I actually like top eared over dumbo ear but I think I'm the only one for that.


----------



## Cookie&Gible (Oct 26, 2012)

Haha my boyfriend likes top eared ones better too! I like both the same, I don't have any dumbos can't find any breeders or pet shops that have them for some reason :S


----------



## Phantom (Apr 4, 2012)

I'm a big hairless fan, so skin color? =P

Hairless being set aside though I also like Rexes, dumbos, and huskies.


----------



## Cookie&Gible (Oct 26, 2012)

I like huskies


----------



## Awaiting_Abyss (Jul 24, 2012)

I like dumbo ears, but I prefer the cute little top ears. I just think they're far more adorable. They also seem to show more emotion than dumbo ears.

I like variberk, varigated and dalmation.

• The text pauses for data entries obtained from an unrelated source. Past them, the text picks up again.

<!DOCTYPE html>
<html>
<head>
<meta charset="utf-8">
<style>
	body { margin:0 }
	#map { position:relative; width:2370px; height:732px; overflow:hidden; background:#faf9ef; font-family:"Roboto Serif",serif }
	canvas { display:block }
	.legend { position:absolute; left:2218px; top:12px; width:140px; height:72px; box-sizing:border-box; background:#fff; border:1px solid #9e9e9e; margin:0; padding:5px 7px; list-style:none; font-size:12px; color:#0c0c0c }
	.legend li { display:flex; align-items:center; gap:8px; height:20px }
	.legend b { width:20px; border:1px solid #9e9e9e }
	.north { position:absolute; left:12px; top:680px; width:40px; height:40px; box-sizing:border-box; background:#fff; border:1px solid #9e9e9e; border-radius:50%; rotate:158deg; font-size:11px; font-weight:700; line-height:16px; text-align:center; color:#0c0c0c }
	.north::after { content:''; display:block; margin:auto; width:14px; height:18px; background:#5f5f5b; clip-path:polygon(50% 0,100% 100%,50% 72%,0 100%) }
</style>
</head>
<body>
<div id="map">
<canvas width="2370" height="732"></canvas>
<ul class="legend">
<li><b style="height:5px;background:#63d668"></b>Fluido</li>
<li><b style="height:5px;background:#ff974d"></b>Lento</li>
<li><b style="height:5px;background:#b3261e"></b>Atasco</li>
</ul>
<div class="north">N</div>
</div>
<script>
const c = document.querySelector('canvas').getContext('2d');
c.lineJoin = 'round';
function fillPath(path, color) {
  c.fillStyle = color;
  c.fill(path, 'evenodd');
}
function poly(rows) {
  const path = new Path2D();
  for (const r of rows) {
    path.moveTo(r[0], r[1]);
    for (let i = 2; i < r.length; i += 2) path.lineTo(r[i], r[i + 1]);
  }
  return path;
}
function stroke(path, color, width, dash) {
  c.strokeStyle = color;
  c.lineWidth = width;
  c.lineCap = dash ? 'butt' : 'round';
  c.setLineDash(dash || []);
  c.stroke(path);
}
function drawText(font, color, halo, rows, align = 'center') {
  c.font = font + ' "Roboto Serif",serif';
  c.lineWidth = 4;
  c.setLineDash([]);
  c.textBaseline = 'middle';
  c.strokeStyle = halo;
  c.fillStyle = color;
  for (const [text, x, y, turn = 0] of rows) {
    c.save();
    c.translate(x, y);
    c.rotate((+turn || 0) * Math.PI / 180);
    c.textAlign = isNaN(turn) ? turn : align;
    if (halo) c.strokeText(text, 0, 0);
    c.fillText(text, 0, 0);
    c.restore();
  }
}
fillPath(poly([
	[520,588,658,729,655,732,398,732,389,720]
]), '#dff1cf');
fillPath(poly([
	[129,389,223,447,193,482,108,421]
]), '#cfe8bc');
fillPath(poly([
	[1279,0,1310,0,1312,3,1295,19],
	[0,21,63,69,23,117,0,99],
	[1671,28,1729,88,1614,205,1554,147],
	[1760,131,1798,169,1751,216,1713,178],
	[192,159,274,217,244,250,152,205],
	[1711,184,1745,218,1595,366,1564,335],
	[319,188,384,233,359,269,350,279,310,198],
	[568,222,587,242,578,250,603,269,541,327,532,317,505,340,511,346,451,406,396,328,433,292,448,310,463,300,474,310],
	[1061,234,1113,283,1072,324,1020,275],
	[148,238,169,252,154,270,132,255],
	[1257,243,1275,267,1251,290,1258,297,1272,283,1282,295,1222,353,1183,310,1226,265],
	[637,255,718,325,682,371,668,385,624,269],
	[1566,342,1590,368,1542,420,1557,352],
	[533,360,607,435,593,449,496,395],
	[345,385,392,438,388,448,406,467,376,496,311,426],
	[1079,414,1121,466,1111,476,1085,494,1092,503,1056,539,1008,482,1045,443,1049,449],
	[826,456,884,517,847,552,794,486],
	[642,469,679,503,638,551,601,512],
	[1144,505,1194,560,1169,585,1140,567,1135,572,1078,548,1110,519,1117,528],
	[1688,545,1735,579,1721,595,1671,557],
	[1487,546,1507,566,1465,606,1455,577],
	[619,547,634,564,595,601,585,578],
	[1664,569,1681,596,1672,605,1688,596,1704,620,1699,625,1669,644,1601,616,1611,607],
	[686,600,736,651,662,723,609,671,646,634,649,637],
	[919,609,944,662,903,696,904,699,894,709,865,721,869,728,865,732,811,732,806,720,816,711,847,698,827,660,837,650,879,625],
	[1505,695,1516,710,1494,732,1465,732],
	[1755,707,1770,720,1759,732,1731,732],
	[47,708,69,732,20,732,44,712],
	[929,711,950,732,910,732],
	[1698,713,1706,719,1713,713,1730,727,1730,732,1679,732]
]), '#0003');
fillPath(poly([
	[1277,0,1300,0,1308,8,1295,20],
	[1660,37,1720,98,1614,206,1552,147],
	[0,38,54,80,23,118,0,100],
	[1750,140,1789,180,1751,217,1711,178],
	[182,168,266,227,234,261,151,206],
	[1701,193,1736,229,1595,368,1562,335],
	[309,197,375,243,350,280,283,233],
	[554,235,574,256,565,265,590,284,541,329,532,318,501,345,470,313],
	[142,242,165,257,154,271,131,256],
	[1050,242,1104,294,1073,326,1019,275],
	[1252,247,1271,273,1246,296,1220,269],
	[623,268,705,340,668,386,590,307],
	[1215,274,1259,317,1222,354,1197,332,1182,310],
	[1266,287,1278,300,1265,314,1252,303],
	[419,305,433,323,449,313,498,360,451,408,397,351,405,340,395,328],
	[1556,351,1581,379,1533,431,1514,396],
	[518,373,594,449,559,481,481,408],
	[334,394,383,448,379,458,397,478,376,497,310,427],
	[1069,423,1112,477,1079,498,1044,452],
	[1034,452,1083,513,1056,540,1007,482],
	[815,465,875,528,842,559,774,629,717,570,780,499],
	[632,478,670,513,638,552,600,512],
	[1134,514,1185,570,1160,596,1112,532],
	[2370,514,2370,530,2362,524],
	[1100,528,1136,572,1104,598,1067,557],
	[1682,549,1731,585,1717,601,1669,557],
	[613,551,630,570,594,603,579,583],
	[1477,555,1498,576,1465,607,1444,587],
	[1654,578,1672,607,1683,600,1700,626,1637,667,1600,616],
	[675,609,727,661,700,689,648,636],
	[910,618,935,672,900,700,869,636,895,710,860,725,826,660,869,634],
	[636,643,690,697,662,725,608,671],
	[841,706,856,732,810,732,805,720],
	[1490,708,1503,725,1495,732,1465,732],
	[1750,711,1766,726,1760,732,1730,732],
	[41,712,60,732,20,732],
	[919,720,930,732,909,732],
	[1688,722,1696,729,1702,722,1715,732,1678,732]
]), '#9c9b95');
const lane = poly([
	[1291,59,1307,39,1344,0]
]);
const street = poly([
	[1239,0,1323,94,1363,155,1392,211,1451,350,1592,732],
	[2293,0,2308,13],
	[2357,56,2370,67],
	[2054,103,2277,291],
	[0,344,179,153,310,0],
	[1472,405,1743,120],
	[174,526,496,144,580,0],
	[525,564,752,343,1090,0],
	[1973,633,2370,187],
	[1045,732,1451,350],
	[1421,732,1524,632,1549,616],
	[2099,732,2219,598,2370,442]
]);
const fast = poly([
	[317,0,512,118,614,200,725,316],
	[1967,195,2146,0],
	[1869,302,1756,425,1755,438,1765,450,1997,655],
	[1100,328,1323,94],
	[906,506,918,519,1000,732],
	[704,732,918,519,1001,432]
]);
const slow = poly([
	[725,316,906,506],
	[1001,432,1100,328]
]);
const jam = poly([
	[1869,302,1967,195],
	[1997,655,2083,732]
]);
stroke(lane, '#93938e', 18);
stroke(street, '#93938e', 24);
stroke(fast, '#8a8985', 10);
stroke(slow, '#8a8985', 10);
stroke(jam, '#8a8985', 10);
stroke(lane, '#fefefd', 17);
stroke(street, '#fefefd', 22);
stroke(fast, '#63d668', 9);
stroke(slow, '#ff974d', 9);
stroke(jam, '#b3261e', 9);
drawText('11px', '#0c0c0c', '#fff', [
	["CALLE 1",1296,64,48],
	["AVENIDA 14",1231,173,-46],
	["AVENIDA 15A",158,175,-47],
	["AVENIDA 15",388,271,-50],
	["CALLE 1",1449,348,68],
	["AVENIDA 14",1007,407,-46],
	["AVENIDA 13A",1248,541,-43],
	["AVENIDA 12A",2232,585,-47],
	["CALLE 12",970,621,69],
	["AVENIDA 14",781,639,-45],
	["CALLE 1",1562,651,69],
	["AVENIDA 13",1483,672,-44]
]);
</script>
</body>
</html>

I really love blazes, headspots and masks. 

Favorite color would be Merle and all of the blues, gray and silver colors.


----------



## FallDeere (Sep 29, 2011)

LightningWolf said:


> I LOVE Albinos.
> I actually like top eared over dumbo ear but I think I'm the only one for that.


You're not alone. I used to think dumbos were "all that" but I love my three top eared girls. They have the prettiest faces thanks to those ears and now I don't give dumbo a second thought (though I don't dislike it or anything. It just doesn't matter now when it comes time to choose a rat).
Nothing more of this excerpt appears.